EXERCISE AIM:
Count the lines of data below that include "Sans". Provide only the number.

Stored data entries

··········

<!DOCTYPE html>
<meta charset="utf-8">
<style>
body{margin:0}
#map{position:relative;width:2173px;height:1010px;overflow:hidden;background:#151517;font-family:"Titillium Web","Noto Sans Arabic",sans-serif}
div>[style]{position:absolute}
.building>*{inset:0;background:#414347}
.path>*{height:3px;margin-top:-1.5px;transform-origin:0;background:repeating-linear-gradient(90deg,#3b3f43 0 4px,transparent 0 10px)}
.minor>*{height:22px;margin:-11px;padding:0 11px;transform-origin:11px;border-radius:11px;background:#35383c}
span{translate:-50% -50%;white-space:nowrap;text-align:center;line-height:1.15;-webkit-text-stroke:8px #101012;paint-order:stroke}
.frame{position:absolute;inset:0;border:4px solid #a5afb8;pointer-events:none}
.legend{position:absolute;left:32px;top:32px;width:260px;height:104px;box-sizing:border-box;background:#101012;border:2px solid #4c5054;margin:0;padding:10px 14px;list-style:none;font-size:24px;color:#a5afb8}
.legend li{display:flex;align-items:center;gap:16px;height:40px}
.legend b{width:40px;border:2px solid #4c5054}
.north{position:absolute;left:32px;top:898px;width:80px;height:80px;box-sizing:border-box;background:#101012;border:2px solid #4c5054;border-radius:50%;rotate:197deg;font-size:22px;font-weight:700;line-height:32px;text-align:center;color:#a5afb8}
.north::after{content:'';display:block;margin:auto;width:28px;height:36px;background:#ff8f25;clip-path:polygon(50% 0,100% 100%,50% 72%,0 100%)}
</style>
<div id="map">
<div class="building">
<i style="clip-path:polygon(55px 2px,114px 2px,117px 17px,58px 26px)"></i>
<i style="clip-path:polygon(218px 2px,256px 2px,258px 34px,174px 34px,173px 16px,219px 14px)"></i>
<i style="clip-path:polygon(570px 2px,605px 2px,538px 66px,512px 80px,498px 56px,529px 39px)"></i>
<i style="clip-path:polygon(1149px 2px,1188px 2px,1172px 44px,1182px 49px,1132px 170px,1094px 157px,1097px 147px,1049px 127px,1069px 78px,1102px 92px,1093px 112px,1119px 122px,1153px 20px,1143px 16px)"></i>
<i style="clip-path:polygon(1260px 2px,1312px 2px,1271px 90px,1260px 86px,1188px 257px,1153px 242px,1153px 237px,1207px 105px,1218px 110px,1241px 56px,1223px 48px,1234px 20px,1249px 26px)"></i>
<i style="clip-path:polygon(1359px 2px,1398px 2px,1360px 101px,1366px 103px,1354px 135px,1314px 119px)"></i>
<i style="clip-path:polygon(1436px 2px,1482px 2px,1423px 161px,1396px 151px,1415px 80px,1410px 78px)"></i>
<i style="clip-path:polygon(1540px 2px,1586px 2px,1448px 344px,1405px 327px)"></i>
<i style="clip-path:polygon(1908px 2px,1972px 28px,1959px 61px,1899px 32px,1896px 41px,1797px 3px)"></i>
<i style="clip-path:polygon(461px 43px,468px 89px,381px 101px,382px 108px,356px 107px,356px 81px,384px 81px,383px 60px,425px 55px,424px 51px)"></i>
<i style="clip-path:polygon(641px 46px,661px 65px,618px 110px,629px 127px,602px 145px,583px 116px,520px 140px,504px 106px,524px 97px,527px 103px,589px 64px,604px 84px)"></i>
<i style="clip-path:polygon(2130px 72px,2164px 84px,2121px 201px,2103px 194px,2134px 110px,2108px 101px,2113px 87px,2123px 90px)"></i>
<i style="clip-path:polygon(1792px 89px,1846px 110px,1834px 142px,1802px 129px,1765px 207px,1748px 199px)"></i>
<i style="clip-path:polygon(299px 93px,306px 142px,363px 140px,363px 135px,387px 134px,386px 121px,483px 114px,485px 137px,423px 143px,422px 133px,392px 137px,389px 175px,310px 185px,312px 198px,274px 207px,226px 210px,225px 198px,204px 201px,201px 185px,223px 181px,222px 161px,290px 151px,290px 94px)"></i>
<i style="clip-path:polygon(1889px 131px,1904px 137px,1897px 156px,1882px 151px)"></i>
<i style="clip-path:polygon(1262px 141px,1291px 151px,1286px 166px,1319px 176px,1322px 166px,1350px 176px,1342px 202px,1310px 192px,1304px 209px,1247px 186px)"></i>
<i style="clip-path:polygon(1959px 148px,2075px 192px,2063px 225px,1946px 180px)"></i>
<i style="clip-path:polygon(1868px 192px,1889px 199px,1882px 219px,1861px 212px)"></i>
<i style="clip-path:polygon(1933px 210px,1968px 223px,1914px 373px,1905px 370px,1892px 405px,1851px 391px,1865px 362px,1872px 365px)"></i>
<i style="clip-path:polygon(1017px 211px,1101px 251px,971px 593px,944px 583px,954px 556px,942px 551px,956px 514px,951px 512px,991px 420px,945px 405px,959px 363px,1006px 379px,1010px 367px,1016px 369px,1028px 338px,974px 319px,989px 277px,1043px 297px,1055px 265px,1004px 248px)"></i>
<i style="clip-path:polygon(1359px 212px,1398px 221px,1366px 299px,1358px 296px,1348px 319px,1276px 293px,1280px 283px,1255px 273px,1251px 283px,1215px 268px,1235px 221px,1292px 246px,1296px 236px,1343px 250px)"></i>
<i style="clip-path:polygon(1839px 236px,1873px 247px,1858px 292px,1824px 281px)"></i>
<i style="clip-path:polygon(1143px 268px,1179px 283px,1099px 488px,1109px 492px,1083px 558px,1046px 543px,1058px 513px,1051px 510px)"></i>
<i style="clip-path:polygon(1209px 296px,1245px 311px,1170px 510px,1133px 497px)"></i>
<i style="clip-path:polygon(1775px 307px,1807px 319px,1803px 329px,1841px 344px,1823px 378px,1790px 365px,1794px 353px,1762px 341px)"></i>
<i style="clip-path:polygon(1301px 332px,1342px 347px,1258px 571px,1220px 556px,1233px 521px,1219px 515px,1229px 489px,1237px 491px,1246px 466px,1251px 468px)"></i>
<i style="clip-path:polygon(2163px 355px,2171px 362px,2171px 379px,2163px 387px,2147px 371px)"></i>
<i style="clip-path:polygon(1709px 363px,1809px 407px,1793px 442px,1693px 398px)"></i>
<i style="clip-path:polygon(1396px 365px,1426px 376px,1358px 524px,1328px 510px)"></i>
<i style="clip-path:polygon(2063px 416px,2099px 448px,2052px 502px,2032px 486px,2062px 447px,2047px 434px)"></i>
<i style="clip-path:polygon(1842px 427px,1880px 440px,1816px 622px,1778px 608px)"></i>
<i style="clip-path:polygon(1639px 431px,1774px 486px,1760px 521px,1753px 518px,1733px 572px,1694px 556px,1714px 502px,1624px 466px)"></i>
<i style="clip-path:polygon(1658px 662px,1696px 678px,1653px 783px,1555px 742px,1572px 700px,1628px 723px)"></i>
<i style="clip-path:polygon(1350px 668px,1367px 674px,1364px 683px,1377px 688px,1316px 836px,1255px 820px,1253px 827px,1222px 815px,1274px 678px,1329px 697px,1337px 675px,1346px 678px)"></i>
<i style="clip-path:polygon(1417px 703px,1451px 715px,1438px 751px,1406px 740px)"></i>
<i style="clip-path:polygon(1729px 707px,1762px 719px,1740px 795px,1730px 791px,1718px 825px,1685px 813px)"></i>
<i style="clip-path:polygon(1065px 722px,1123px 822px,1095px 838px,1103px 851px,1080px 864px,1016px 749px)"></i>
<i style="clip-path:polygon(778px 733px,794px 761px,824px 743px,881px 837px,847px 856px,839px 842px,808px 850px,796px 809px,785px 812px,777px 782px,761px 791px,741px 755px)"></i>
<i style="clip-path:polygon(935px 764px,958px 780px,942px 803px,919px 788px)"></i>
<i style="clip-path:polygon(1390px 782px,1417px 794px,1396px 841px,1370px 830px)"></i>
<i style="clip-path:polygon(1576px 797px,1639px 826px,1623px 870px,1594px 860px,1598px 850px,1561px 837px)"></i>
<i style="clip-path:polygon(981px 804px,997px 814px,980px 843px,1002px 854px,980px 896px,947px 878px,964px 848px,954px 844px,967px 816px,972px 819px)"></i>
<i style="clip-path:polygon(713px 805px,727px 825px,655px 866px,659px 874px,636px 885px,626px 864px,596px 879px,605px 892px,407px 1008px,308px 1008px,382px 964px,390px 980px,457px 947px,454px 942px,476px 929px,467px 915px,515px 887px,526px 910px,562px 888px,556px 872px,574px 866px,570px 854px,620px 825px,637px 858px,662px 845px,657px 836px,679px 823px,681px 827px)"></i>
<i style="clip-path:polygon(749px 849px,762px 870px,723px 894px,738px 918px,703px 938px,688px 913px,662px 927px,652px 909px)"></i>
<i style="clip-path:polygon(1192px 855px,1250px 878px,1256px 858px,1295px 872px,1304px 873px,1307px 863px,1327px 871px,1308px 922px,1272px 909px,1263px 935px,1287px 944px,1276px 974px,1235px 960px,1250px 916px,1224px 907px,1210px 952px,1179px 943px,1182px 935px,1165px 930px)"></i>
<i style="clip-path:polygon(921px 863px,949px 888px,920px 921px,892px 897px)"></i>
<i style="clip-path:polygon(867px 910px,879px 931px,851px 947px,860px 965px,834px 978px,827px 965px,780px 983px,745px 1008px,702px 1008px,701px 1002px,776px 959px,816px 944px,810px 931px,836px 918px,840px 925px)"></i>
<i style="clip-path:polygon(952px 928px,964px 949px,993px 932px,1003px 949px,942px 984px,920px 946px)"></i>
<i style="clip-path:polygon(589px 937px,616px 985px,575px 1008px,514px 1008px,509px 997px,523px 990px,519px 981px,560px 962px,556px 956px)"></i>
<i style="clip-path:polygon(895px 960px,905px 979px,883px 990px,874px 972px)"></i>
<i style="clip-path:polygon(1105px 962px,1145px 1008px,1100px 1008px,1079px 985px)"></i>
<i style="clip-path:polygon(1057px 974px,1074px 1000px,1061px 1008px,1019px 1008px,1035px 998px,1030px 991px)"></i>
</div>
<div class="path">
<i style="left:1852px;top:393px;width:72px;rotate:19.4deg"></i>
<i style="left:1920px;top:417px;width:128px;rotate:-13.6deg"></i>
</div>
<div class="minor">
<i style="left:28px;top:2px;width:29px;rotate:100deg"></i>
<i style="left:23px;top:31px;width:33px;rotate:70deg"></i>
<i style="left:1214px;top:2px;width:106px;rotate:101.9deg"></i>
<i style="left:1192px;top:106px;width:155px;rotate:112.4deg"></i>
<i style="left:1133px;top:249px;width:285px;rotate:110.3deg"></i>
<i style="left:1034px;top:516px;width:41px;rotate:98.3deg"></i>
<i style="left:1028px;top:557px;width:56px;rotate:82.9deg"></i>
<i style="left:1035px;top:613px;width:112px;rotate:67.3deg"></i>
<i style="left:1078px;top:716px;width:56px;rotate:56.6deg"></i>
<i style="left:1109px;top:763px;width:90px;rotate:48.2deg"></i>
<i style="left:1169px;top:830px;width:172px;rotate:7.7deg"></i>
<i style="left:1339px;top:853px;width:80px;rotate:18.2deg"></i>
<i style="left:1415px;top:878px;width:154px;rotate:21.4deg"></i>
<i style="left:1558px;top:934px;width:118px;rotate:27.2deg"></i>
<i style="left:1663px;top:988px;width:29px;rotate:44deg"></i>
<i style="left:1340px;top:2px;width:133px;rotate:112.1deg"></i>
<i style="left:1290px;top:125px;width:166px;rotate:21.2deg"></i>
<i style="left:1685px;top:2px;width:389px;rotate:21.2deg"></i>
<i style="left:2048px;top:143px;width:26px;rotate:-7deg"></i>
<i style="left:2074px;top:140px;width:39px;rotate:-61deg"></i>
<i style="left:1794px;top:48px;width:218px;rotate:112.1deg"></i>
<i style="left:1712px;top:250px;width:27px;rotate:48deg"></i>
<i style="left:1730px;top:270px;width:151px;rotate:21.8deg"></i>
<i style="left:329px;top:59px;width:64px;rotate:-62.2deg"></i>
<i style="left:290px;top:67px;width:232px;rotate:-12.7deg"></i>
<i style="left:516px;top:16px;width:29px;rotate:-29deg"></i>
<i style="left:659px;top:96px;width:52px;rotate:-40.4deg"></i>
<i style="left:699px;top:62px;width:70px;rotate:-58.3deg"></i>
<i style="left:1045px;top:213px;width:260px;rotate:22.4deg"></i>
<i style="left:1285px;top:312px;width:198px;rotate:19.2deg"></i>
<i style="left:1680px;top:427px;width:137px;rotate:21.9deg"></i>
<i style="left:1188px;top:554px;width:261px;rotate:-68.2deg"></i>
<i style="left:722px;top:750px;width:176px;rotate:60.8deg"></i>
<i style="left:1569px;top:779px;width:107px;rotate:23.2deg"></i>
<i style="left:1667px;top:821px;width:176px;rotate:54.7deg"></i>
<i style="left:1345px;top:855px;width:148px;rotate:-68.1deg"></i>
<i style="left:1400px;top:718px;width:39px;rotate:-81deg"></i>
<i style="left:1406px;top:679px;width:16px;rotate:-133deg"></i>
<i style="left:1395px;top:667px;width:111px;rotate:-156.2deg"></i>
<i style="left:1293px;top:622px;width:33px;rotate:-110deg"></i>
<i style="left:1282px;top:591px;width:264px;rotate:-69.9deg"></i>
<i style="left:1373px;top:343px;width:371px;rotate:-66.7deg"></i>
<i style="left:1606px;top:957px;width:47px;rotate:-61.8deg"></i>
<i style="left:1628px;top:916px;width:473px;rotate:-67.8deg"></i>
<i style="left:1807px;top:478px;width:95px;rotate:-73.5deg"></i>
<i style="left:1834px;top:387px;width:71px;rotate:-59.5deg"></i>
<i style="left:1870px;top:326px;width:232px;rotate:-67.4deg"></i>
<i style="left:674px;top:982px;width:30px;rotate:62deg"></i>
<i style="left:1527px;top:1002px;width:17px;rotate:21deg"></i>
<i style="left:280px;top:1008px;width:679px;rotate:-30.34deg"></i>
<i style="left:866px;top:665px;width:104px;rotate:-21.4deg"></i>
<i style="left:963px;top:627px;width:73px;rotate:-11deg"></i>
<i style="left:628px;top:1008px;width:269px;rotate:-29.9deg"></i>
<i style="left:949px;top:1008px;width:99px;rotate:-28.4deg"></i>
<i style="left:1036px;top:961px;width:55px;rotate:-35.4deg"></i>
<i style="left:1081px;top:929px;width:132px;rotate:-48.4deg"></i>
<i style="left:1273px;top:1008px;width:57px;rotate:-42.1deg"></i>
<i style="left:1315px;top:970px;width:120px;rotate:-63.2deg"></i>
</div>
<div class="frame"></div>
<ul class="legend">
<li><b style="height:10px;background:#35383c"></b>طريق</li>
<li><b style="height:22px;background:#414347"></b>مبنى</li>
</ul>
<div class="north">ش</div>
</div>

··········

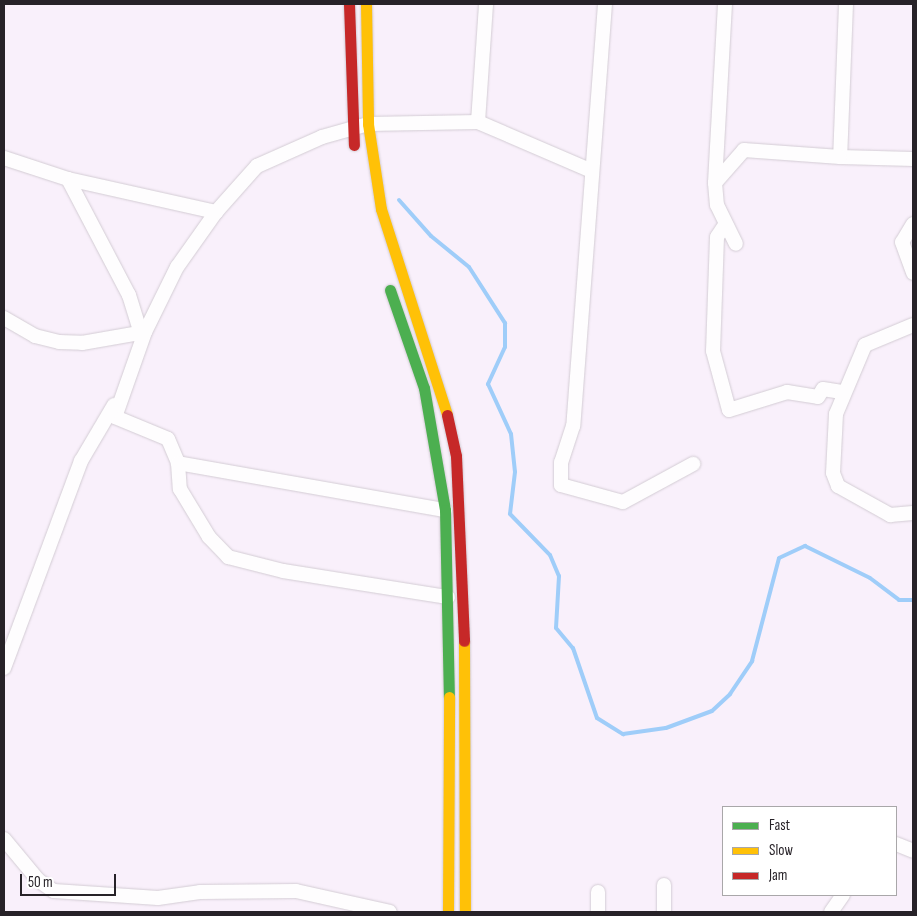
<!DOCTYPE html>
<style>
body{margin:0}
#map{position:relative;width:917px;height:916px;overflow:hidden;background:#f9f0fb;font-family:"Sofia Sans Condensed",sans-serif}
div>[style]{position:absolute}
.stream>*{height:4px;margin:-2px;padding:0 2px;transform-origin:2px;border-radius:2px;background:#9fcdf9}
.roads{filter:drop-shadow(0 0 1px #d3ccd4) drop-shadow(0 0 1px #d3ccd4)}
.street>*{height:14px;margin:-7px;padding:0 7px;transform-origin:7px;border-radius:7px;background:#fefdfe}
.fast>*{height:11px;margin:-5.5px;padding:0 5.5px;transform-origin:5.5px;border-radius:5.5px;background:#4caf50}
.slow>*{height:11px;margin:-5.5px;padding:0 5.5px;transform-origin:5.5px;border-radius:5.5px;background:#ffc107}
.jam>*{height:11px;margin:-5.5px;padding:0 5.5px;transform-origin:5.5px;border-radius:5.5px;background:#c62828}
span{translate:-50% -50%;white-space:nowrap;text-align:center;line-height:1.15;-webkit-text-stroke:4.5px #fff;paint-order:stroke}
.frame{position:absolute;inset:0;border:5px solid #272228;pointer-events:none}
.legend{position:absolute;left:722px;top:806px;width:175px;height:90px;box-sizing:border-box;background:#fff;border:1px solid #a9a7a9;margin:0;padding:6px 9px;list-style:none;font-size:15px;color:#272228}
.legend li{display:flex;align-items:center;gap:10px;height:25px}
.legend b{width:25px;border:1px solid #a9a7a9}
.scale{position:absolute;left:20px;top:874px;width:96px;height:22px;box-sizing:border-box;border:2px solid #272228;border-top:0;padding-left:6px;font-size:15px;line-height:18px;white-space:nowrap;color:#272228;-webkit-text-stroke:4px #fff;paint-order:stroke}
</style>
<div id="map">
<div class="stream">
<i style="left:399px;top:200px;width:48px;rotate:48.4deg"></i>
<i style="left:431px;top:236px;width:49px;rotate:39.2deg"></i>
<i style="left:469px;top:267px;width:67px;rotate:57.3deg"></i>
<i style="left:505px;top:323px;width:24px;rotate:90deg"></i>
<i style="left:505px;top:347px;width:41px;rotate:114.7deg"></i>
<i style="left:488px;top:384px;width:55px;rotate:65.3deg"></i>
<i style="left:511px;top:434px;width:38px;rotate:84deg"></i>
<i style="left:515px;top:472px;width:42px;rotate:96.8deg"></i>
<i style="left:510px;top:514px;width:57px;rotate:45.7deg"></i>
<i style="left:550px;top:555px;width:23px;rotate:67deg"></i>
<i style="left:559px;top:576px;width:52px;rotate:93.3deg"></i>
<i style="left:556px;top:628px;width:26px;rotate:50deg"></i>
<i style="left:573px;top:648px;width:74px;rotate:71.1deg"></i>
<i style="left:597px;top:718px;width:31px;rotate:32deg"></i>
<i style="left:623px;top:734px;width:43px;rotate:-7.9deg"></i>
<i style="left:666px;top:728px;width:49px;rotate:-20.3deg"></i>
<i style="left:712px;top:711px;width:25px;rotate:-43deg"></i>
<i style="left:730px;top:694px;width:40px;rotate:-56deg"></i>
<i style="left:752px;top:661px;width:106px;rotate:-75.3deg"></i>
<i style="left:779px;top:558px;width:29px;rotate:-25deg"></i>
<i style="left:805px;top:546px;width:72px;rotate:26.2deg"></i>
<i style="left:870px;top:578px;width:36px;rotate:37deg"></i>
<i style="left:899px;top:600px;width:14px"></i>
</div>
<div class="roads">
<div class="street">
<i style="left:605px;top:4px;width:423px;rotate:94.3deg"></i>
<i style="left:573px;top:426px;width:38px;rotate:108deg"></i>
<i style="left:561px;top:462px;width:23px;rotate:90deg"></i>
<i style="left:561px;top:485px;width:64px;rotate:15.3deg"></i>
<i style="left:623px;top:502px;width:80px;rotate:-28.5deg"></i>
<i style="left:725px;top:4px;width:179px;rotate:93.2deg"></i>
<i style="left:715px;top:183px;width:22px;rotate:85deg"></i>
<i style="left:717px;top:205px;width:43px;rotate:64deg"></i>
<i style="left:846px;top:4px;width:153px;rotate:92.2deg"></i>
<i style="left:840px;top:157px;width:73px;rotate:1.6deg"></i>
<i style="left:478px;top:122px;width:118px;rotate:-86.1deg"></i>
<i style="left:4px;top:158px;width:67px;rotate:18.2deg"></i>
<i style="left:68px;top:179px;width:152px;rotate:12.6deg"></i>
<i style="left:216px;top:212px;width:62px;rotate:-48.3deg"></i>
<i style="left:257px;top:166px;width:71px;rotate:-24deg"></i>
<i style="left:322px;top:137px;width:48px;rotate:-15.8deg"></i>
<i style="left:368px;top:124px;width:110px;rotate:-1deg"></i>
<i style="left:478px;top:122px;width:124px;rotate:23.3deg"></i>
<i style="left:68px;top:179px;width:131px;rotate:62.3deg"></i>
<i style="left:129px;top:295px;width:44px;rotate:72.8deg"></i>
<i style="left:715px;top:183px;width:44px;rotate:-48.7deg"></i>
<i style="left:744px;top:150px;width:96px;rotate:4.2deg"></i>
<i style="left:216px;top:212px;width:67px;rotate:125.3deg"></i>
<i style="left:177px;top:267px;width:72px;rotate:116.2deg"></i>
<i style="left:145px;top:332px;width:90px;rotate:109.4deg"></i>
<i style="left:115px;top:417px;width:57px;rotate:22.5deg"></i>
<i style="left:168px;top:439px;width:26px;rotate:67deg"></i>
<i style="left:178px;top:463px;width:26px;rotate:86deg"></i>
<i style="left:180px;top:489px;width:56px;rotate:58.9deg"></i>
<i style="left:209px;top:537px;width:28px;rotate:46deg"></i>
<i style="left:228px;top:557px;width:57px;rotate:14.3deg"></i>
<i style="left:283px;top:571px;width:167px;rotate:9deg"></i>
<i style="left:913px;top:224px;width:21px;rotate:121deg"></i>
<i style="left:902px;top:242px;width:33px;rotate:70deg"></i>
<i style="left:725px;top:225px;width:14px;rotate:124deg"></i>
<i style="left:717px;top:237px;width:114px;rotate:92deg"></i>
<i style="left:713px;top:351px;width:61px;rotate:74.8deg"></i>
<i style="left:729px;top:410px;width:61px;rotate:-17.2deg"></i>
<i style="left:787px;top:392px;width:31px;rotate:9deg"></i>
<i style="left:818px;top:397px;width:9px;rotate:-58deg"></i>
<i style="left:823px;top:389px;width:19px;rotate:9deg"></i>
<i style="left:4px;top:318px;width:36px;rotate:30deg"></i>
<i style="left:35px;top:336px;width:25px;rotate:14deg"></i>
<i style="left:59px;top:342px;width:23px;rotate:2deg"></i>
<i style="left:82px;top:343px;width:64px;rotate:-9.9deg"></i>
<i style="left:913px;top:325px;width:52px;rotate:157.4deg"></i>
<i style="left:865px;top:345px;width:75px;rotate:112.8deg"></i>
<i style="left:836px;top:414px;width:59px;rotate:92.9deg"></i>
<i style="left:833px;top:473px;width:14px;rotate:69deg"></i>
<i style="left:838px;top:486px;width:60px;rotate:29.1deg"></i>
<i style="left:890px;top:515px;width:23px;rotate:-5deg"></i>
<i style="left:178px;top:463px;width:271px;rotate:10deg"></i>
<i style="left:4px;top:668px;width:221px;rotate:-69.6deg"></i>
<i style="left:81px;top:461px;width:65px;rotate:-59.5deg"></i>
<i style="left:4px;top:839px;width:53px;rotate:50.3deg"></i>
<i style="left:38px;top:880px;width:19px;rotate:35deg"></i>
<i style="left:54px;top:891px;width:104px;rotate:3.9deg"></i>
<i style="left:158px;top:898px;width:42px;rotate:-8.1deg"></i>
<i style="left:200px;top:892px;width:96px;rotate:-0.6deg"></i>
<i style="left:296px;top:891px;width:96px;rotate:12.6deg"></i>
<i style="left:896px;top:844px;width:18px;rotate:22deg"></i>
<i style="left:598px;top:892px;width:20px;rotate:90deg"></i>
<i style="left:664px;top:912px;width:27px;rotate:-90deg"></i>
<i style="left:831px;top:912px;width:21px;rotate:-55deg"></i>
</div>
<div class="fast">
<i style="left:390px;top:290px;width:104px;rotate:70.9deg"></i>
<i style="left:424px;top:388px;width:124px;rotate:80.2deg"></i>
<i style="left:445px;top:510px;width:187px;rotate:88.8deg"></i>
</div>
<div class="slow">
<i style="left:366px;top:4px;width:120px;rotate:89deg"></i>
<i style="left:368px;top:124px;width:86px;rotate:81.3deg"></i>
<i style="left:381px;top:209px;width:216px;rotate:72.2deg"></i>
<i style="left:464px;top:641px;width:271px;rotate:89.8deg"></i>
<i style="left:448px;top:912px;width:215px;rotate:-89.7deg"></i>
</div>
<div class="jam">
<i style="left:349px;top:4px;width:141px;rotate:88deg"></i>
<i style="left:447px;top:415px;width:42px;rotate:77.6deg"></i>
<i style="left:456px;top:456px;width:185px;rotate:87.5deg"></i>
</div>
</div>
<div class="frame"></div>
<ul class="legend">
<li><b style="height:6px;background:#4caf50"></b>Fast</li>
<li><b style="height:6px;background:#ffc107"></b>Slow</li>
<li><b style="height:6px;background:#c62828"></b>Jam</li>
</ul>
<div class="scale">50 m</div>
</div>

··········

SOLVED PROBLEM:
2